[Opening TASK MATERIAL section]
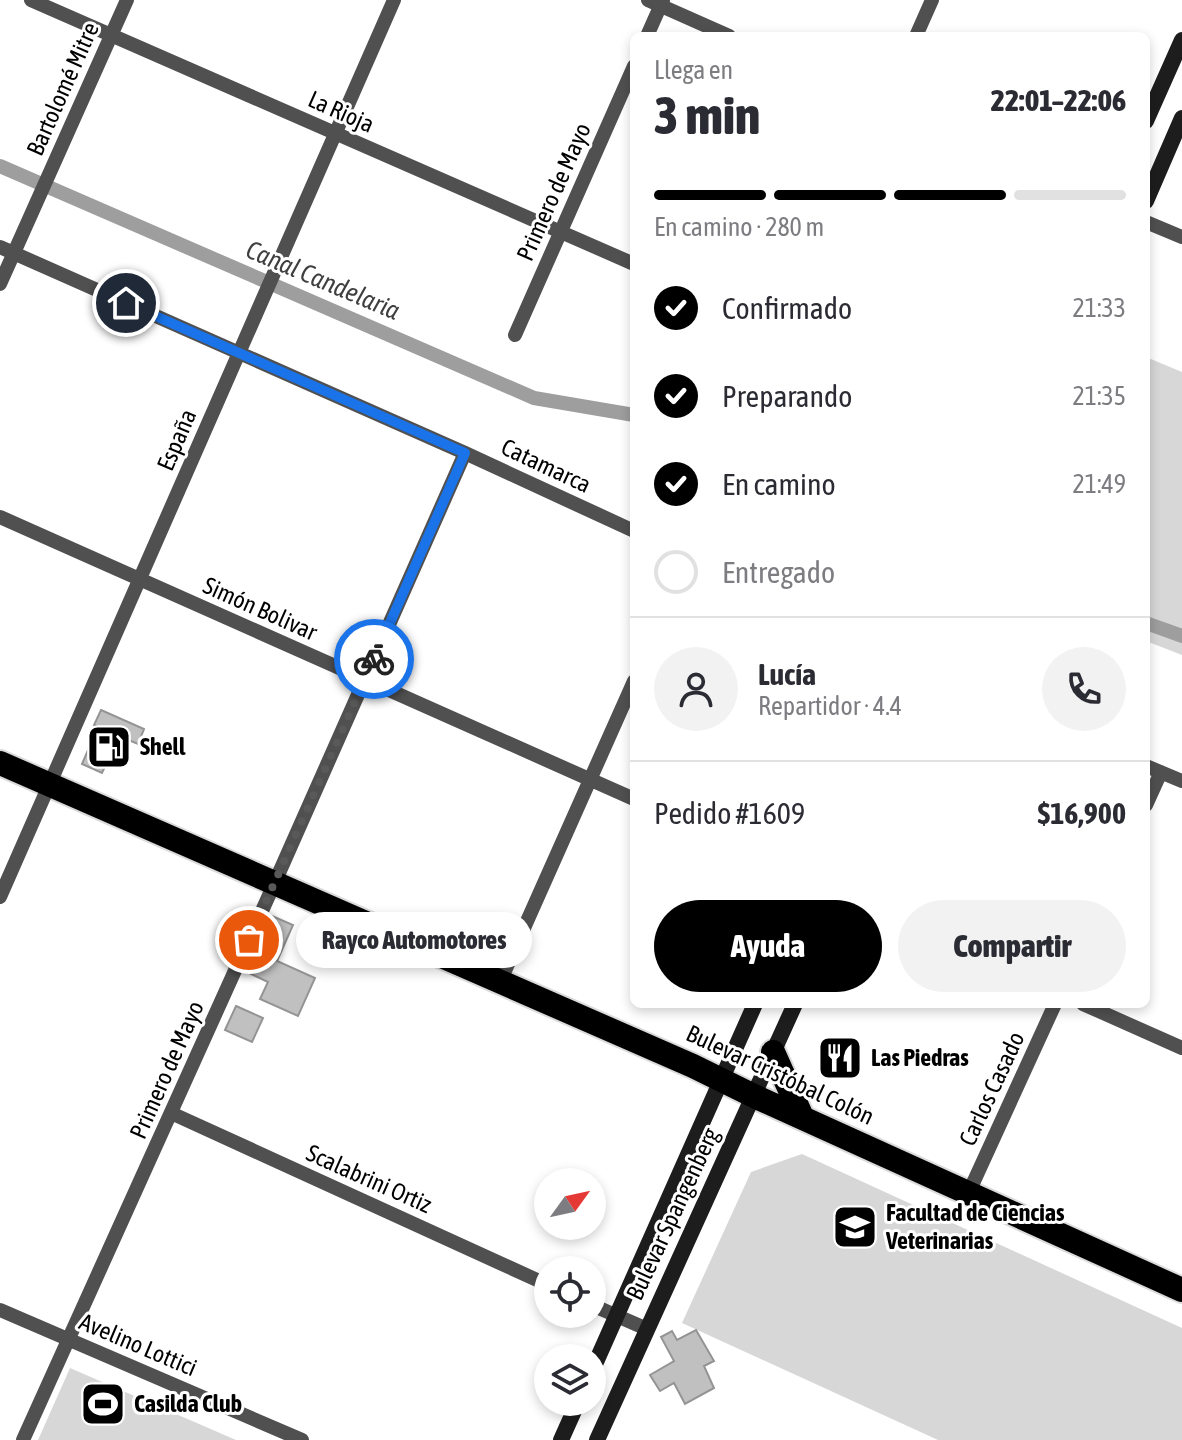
<!DOCTYPE html>
<html lang="es">
<head>
<meta charset="utf-8">
<style>
	body { margin:0; font-family:"Asap Condensed",sans-serif; background:#f2f2f3; color:#2b2b33; height:100vh; display:flex; flex-direction:column; font-size:30px; white-space:nowrap }
	* { box-sizing:border-box; margin:0 }
	p { font-size:26px; color:#7c7c81 }
	.icon { flex:none; width:44px; height:44px; fill:none; stroke:currentColor; stroke-width:2; stroke-linecap:round; stroke-linejoin:round }
	.map { position:relative; flex:1; overflow:hidden }
	.drawer { position:absolute; left:630px; top:32px; width:520px; height:976px; display:flex; flex-direction:column; background:#fff; border-radius:12px; box-shadow:0 4px 12px #0003 }
	.drawer>* { flex:none }
	.needle { width:52px; rotate:57deg }
	.tools { position:absolute; left:534px; top:1168px; display:grid; gap:16px }
	.tools a { display:grid; place-items:center; width:72px; height:72px; border-radius:50%; background:#fff; box-shadow:0 4px 12px #0003; font-size:40px }
	.pin { position:absolute; display:grid; place-items:center; width:68px; height:68px; color:#fff; margin:-34px; border:4px solid #fff; border-radius:50%; box-shadow:0 2px 8px #0007 }
	.courier { position:absolute; display:grid; place-items:center; width:80px; height:80px; margin:-40px; border:6px solid #1a73e8; border-radius:50%; background:#fff; color:#222; box-shadow:0 2px 10px #0007 }
	.bubble { position:absolute; height:56px; border-radius:28px; background:#fff; box-shadow:0 4px 12px #0003; font-size:26px; font-weight:800; line-height:56px; text-align:center }
	.head em { font-style:normal; font-weight:800 }
	.head div { display:flex; flex-direction:column-reverse }
	.head { display:flex; align-items:center; justify-content:space-between; height:136px; padding:0 24px }
	h1 { font-size:52px; font-weight:800; line-height:60px }
	.bar { display:grid; grid-template-columns:repeat(4,1fr); gap:12px 8px; align-content:center; height:96px; padding:0 24px }
	.bar i { height:10px; border-radius:6px; background:#e1e1e2 }
	.bar .on { background:#000 }
	.bar p { grid-column:span 4 }
	.line { display:flex; align-items:center; gap:20px; padding:0 24px; border-top:2px solid #e1e1e2 }
	.line div { flex:1 }
	.round { display:grid; place-items:center; flex:none; width:84px; height:84px; border-radius:42px; background:#f2f2f3 }
	ol { padding:0 24px; list-style:none }
	li { display:flex; align-items:center; gap:24px; height:88px }
	li p { margin-inline-start:auto }
	li .icon { padding:8px; border-radius:50%; background:#000; color:#fff; stroke-width:4 }
	li:last-child { color:#7c7c81 }
	li i { width:44px; height:44px; border:4px solid #e1e1e2; border-radius:50% }
	.cta { display:flex; gap:16px; margin-top:auto; padding:16px 24px }
	.cta a { flex:1; height:92px; border-radius:48px; background:#000; color:#fff; font-size:32px; font-weight:800; line-height:92px; text-align:center }
	.cta a+a { background:#f2f2f3; color:#2b2b33 }
	.map>svg:first-child { display:block }
	.green { fill:#d7d7d7 }
	.lines { fill:none; stroke-linecap:round; stroke-linejoin:round }
	.canal { stroke:#9e9e9e; stroke-width:14 }
	.building { fill:#c0c0c0; stroke:#949494; stroke-width:2 }
	.highway-casing { stroke:#dbdbdb; stroke-width:28 }
	.street { stroke:#505050; stroke-width:14 }
	.secondary { stroke:#1d1d1d; stroke-width:16 }
	.highway { stroke:#000; stroke-width:24 }
	.done { stroke:#595959; stroke-width:8; stroke-dasharray:0 14.4 }
	.route { stroke:#1a73e8; stroke-width:10 }
	.labels { text-anchor:middle; stroke-width:6; stroke-linejoin:round; paint-order:stroke }
	.street-label { font-size:24px; fill:#000; stroke:#fff }
	.poi-label { font-size:24px; font-weight:bold; fill:#000; stroke:#fff; text-anchor:start }
	.water-label { font-size:26px; font-style:italic; fill:#3f3f3f; stroke:#fff }
</style>
</head>
<body>
<div class="map">
<svg width="1182" height="1440" viewBox="0 0 1182 1440">
	<rect width="100%" height="100%" fill="#fff"/>
	<path class="green" d="M 1146,357 L 1182,372 L 1182,655 L 1146,641 Z
		M 802,1154 L 1182,1328 L 1182,1440 L 938,1440 L 682,1323 L 751,1172 Z
		M 70,1368 L 236,1440 L 38,1440 Z"/>
	<g class="lines">
		<path class="canal" d="M 0,166 L 534,398 L 634,415
			M 1146,623 L 1182,636"/>
	</g>
	<path class="building" d="M 101,710 L 144,729 L 138,744 L 119,736 L 102,773 L 82,764 L 98,727 L 94,725 Z
		M 272,916 L 293,925 L 277,961 L 315,978 L 298,1016 L 260,999 L 268,982 L 247,972 Z
		M 236,1006 L 263,1018 L 252,1042 L 225,1030 Z
		M 696,1330 L 714,1361 L 704,1366 L 714,1388 L 685,1404 L 674,1383 L 660,1391 L 650,1375 L 674,1361 L 661,1337 L 672,1331 L 677,1340 Z"/>
	<g class="lines">
		<g class="highway-casing">
			<path id="highway" d="M 0,763 L 693,1066 L 754,1096 L 1182,1290
				M 773,1052 L 802,1117"/>
		</g>
		<path class="street" d="M 31,0 L 634,264
			M 648,0 L 729,36
			M 647,36 L 663,0
			M 916,36 L 932,0
			M 1146,222 L 1182,237
			M 0,247 L 465,453 L 634,531
			M 0,284 L 127,0
			M 515,335 L 634,66
			M 0,517 L 634,799
			M 1146,766 L 1182,781
			M 1146,805 L 1161,772
			M 0,897 L 394,0
			M 500,982 L 634,681
			M 1083,1004 L 1182,1048
			M 171,1113 L 548,1285
			M 969,1192 L 1055,1004
			M 592,1305 L 647,1329
			M 0,1310 L 302,1440
			M 23,1440 L 275,882 L 465,453"/>
		<path class="secondary" d="M 1146,121 L 1182,40
			M 1146,201 L 1182,118
			M 592,1371 L 755,1004
			M 561,1440 L 578,1402
			M 597,1440 L 795,1004"/>
		<use href="#highway" class="highway"/>
	</g>
	<g class="lines">
		<path class="done" d="M 249,940 L 374,659"/>
		<path class="route" d="M 126,303 L 465,453 L 374,659"/>
	</g>
	<defs>
		<g id="fuel-square" transform="scale(2.3)"><rect x="-9" y="-9" width="18" height="18" rx="4" fill="#000" stroke="#fff"/><path d="M-5.5-6h7V0h2V4h1.3V-2.5L3-4.5l.8-.8L6-3V5H2.5V1h-1V6h-7ZM-4.2-4.7v3.2H.2V-4.7Z" fill="#fff"/></g>
		<g id="restaurant-square" transform="scale(2.3)"><rect x="-9" y="-9" width="18" height="18" rx="4" fill="#000" stroke="#fff"/><path d="M-5-6h1v4h1v-4h1v4h1v-4h1v5L-1.5 .5V6h-2V.5L-5-1ZM5-6V6H3V1.5H1.5Q1.5-4 5-6Z" fill="#fff"/></g>
		<g id="university-square" transform="scale(2.3)"><rect x="-9" y="-9" width="18" height="18" rx="4" fill="#000" stroke="#fff"/><path d="M0-5L7-2L0 1L-7-2ZM-4 1L0 2.5L4 1V4Q0 6-4 4Z" fill="#fff"/></g>
		<g id="stadium-square" transform="scale(2.3)"><rect x="-9" y="-9" width="18" height="18" rx="4" fill="#000" stroke="#fff"/><path d="M0-5a6.5 5 0 1 0 0 10a6.5 5 0 1 0 0-10ZM-3.5-1.8h7v3.6h-7Z" fill="#fff"/></g>
	</defs>
	<g fill-rule="evenodd">
		<use href="#fuel-square" x="109" y="747"/>
		<use href="#restaurant-square" x="840" y="1058"/>
		<use href="#university-square" x="855" y="1227"/>
		<use href="#stadium-square" x="103" y="1404"/>
	</g>
	<g class="labels">
		<g class="street-label">
			<text transform="translate(63 89) rotate(-66)" y="8">Bartolomé Mitre</text>
			<text transform="translate(341 112) rotate(24)" y="8">La Rioja</text>
			<text transform="translate(554 192) rotate(-66)" y="8">Primero de Mayo</text>
			<text transform="translate(177 440) rotate(-67)" y="8">España</text>
			<text transform="translate(546 466) rotate(25)" y="8">Catamarca</text>
			<text transform="translate(260 609) rotate(24)" y="8">Simón Bolivar</text>
			<text transform="translate(167 1070) rotate(-66)" y="8">Primero de Mayo</text>
			<text transform="translate(780 1075) rotate(25)" y="8">Bulevar Cristóbal Colón</text>
			<text transform="translate(992 1089) rotate(-65)" y="8">Carlos Casado</text>
			<text transform="translate(369 1179) rotate(24)" y="8">Scalabrini Ortiz</text>
			<text transform="translate(673 1214) rotate(-65)" y="8">Bulevar Spangenberg</text>
			<text transform="translate(138 1345) rotate(23)" y="8">Avelino Lottici</text>
		</g>
		<g class="poi-label">
			<text x="140" y="755">Shell</text>
			<text x="871" y="1066">Las Piedras</text>
			<text x="886" y="1221">Facultad de Ciencias<tspan x="886" dy="28">Veterinarias</tspan></text>
			<text x="134" y="1412">Casilda Club</text>
		</g>
		<g class="water-label">
			<text transform="translate(323 280) rotate(23)" y="9">Canal Candelaria</text>
		</g>
	</g>
</svg>
<div class="tools">
<a><svg class="needle" viewBox="-14 -14 28 28"><path d="M0-13l5 13h-10z" fill="#e53935"/><path d="M0 13l5-13h-10z" fill="#7c7c81"/></svg></a>
<a><svg class="icon" aria-label="locate" viewBox="0 0 24 24"><circle cx="12" cy="12" r="6"/><path d="M12 2v4M12 18v4M2 12h4M18 12h4"/></svg></a>
<a><svg class="icon" aria-label="layers" viewBox="0 0 24 24"><path d="M12 4l9 5-9 5-9-5zM3 14l9 5 9-5"/></svg></a>
</div>
<div class="pin" style="left:249px;top:940px;background:#ea580c"><svg class="icon" aria-label="bag" viewBox="0 0 24 24"><path d="M5 8h14l-1 12H6zM9 8a3 3 0 0 1 6 0"/></svg></div>
<div class="pin" style="left:126px;top:303px;background:#1f2937"><svg class="icon" aria-label="home" viewBox="0 0 24 24"><path d="M3 11l9-7 9 7M6 9v11h12V9"/></svg></div>
<div class="courier" style="left:374px;top:659px"><svg class="icon" aria-label="bike" viewBox="0 0 24 24"><circle cx="6" cy="16" r="4"/><circle cx="18" cy="16" r="4"/><path d="M6 16l4-8h5l3 8M10 8l3 8H6M13 5h3"/></svg></div>
<div class="bubble" style="left:296px;top:912px;width:236px">Rayco Automotores</div>
<section class="drawer">
<div class="head"><div><h1>3 min</h1><p>Llega en</p></div><em>22:01–22:06</em></div>
<div class="bar"><i class="on"></i><i class="on"></i><i class="on"></i><i></i><p>En camino · 280 m</p></div>
<ol>
<li><svg class="icon" aria-label="check" viewBox="0 0 24 24"><path d="M5 12l5 5 9-10"/></svg>Confirmado<p>21:33</p></li>
<li><svg class="icon" aria-label="check" viewBox="0 0 24 24"><path d="M5 12l5 5 9-10"/></svg>Preparando<p>21:35</p></li>
<li><svg class="icon" aria-label="check" viewBox="0 0 24 24"><path d="M5 12l5 5 9-10"/></svg>En camino<p>21:49</p></li>
<li><i></i>Entregado</li>
</ol>
<div class="line" style="height:144px"><a class="round"><svg class="icon" aria-label="person" viewBox="0 0 24 24"><circle cx="12" cy="8" r="4"/><path d="M4 21q1-7 8-7t8 7"/></svg></a><div><b>Lucía</b><p>Repartidor · 4.4</p></div><a class="round"><svg class="icon" aria-label="phone" viewBox="0 0 24 24"><path d="M5 4h4l2 5-3 2q2 4 5 5l2-3 5 2v4C11 20 4 13 5 4z"/></svg></a></div>
<div class="line" style="height:104px"><div>Pedido #1609</div><b>$16,900</b></div>
<div class="cta"><a>Ayuda</a><a>Compartir</a></div>
</section>
</div>
</body>
</html>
[Closing TASK MATERIAL section]
TASK PROMPT » The answer must be one number: how many lines in the records above contain "secondary".

TASK RESULT » 2